Early in the COVID-19 pandemic, the hope was that vaccines would prevent transmission and death. Later, it became apparent that vaccination dramatically reduced death rates but did not wholly prevent it.

Use the concept of probability weighting to explain why citizens would see a massive reduction as much less valuable than elimination.

There is strong evidence that we overweight certain events, when the probability of the event is one, relative to near certain events, such as when the probability is, say, 99%. This overweighting of certainty is effectively the same as overweighting very low-probability events.
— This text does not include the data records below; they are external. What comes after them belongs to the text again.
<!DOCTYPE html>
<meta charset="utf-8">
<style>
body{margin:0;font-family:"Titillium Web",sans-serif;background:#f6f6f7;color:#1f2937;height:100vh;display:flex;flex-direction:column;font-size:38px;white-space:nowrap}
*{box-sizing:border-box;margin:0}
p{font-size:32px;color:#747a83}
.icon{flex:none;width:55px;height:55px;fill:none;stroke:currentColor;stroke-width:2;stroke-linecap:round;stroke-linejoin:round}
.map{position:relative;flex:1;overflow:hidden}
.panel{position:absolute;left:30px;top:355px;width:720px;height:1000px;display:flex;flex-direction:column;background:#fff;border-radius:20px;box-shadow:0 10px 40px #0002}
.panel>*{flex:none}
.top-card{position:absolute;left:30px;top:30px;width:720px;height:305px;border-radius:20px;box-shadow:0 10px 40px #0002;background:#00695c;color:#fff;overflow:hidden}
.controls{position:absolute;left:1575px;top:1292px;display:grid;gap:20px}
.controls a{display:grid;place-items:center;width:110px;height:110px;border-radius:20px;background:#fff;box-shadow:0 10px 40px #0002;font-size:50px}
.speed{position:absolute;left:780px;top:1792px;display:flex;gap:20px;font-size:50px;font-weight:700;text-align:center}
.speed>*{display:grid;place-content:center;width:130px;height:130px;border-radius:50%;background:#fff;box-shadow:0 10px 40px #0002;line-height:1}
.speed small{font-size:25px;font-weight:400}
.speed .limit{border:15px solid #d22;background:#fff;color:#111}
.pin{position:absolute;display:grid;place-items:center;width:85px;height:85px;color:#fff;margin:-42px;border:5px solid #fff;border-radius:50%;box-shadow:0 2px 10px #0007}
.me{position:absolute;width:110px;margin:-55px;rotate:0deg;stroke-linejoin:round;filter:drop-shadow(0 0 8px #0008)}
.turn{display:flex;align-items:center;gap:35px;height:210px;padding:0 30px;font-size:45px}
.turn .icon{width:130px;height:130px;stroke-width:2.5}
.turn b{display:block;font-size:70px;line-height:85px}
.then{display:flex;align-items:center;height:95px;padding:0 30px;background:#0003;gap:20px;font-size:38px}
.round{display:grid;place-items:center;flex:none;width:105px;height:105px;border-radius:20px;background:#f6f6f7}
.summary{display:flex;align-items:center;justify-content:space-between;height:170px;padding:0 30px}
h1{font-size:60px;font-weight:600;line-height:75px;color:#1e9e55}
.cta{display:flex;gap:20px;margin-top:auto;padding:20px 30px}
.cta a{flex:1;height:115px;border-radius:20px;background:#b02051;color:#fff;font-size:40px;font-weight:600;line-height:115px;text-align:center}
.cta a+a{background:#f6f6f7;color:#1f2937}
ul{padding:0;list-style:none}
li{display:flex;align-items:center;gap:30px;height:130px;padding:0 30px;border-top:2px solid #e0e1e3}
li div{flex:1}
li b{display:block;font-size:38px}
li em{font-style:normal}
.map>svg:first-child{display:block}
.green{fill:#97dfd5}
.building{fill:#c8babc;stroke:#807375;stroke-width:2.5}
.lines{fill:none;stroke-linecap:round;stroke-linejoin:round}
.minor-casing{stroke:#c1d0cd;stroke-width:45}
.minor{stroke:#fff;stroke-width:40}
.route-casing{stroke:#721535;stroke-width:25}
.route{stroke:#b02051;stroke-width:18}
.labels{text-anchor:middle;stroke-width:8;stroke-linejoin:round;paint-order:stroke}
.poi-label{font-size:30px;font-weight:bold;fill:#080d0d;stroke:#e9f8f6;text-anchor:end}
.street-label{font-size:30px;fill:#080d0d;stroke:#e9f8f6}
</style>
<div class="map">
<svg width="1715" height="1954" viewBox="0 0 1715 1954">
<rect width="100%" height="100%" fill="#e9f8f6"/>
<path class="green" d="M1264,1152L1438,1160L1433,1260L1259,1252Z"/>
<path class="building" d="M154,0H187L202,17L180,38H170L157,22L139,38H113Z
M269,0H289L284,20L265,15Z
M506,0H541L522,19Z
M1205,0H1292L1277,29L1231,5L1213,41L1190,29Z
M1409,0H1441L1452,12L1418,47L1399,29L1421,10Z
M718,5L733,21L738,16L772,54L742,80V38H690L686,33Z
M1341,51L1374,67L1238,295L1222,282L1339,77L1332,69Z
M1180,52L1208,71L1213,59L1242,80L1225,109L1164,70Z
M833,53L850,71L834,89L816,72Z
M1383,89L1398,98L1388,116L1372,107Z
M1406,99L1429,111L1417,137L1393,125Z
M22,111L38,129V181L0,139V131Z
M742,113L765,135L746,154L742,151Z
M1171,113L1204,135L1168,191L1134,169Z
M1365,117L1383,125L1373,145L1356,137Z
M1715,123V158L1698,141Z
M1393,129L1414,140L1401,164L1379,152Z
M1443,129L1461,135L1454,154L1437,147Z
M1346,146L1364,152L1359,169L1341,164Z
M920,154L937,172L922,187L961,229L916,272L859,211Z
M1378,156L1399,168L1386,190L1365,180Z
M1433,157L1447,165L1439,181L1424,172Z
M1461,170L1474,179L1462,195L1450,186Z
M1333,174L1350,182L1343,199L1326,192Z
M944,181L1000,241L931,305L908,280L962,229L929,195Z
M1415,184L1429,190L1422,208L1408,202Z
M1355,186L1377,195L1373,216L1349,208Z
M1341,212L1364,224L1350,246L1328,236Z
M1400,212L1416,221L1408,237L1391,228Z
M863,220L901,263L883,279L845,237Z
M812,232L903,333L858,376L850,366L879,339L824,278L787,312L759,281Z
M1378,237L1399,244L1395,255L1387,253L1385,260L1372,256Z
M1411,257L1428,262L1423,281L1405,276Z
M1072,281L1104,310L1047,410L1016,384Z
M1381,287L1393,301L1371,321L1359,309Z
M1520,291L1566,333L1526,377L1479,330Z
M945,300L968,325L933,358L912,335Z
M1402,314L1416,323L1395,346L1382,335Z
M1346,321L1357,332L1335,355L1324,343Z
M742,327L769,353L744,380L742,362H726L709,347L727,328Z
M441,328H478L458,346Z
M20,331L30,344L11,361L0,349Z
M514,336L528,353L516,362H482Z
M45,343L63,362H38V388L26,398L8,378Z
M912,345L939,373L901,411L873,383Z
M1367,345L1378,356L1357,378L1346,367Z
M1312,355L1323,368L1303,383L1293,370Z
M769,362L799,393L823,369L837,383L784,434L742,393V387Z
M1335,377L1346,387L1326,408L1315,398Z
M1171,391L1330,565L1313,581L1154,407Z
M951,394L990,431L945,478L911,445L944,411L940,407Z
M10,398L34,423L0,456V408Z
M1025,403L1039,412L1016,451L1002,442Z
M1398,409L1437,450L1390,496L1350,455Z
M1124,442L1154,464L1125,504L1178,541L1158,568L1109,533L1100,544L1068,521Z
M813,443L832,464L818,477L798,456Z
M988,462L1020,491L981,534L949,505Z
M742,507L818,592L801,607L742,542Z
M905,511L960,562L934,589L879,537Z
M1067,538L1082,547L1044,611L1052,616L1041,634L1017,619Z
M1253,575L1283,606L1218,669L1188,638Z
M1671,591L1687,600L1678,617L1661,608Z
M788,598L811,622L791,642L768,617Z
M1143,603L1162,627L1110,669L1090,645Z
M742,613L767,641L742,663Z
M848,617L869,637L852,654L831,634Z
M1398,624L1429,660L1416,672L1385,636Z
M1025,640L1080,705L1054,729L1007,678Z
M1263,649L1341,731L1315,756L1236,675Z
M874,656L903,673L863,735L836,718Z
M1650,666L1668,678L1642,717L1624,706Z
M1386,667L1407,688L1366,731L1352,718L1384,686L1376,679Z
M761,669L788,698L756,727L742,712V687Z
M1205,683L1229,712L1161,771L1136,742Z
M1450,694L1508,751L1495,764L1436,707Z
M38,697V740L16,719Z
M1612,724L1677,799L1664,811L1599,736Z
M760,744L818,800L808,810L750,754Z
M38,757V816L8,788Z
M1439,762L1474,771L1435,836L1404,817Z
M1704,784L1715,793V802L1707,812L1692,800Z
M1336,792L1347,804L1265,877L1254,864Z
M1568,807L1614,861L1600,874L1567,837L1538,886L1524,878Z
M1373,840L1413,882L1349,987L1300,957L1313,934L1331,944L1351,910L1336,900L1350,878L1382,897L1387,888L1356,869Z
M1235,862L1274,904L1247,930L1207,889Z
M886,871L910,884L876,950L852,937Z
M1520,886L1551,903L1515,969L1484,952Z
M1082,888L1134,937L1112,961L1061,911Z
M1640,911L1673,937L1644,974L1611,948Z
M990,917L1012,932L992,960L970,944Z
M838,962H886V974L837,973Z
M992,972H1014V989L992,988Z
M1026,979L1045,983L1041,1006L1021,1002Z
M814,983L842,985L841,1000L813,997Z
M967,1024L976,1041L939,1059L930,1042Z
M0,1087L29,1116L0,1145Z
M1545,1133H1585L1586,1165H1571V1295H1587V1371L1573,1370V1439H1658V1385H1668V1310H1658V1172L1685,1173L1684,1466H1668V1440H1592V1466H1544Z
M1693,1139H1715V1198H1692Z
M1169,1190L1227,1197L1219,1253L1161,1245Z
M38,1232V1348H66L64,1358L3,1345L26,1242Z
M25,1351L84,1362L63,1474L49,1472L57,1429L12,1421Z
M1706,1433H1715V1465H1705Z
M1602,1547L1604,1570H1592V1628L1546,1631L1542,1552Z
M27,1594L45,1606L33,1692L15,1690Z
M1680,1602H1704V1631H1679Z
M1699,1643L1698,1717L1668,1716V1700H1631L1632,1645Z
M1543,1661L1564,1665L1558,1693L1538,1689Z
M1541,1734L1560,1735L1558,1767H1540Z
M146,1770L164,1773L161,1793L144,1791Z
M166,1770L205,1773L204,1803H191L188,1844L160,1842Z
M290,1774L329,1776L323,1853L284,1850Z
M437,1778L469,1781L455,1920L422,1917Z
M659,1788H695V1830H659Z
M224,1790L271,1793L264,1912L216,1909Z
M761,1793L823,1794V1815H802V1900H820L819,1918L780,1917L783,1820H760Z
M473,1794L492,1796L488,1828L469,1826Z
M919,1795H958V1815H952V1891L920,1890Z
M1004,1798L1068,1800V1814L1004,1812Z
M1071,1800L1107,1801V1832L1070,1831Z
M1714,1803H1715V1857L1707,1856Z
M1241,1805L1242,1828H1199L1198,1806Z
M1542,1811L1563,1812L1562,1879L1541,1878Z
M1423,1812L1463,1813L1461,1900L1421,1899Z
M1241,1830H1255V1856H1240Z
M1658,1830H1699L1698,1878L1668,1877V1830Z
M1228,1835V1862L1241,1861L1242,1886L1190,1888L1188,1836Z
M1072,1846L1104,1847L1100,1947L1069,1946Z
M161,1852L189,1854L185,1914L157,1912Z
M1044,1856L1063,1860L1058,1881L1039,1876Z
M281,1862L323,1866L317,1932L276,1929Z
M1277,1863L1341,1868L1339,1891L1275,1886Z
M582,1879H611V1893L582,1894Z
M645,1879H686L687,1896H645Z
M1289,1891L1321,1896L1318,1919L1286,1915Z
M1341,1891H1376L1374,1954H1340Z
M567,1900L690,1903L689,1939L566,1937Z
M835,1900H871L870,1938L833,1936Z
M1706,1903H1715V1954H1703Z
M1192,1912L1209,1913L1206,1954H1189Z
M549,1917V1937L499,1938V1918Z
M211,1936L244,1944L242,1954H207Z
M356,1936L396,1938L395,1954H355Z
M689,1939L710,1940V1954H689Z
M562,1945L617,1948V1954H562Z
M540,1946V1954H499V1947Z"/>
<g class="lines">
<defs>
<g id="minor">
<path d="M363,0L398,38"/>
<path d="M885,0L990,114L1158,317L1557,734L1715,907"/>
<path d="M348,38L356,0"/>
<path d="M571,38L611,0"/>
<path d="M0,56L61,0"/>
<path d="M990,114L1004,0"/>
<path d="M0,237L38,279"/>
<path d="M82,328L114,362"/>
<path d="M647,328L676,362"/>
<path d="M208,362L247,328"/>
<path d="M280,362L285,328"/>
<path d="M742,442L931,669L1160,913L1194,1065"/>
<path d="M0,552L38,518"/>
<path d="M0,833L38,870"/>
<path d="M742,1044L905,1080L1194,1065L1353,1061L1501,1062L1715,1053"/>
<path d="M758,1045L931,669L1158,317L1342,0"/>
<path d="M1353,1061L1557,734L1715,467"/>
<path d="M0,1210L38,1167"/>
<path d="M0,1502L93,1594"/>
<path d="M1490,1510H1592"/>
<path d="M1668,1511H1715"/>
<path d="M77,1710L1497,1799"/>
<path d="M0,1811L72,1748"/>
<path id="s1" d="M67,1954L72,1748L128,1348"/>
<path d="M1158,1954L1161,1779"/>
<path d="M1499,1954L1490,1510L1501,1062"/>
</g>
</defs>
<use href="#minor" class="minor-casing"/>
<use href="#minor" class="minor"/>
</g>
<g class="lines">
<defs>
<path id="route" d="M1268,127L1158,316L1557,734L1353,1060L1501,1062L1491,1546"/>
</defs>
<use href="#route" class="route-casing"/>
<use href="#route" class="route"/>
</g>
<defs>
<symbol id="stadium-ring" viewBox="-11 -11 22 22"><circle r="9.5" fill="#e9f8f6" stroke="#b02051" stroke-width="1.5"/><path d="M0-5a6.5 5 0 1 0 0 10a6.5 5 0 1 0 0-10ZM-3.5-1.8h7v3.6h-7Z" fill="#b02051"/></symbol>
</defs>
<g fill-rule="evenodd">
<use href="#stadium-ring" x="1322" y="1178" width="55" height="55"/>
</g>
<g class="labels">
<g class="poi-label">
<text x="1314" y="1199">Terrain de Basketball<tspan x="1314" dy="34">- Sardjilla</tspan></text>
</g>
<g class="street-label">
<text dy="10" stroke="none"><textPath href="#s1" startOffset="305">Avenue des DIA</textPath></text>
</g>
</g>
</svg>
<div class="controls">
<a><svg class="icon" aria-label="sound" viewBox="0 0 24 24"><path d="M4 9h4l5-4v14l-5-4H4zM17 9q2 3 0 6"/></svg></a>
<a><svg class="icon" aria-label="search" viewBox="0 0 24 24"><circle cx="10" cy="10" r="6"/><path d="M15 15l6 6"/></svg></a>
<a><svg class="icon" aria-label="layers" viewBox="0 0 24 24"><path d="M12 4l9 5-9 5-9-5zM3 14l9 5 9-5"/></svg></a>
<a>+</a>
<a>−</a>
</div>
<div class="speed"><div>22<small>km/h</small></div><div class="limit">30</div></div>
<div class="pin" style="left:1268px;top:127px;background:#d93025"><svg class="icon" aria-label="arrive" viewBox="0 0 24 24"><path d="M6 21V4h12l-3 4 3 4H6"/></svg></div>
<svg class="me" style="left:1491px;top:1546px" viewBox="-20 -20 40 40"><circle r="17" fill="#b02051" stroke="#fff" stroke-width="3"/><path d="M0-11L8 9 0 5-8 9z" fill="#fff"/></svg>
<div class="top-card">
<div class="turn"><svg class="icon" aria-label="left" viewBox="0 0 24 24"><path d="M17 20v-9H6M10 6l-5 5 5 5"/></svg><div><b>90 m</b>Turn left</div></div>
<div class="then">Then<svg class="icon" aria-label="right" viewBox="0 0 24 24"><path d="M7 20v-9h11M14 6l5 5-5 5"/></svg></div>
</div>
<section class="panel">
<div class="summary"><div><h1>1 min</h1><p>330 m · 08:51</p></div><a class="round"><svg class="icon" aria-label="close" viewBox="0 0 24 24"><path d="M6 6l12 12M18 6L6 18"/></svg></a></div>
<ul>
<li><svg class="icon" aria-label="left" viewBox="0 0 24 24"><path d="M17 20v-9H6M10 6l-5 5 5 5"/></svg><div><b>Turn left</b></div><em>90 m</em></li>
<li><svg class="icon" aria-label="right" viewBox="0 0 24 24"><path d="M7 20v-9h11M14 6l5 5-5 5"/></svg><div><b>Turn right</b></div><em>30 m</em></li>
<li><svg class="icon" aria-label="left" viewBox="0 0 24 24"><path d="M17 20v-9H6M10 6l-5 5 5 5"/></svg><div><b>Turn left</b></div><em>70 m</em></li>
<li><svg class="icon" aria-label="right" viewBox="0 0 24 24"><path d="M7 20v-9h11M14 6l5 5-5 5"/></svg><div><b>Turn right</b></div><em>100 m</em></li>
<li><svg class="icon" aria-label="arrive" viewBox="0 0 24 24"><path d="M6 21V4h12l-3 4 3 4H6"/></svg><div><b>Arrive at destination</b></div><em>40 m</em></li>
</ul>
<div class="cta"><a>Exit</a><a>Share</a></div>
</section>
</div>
The elimination of COVID-19 would be seen as a certain event, and therefore overweighted relative to a near-certain event, such as a 99% reduction in deaths. Hence elimination would be seen as much more valuable even though near-elimination has nearly the same number of lives saved

Put another way, the remaining small probability of death would be overweighted, meaning the near elimination of deaths would be seen as having much less value than the complete elimination.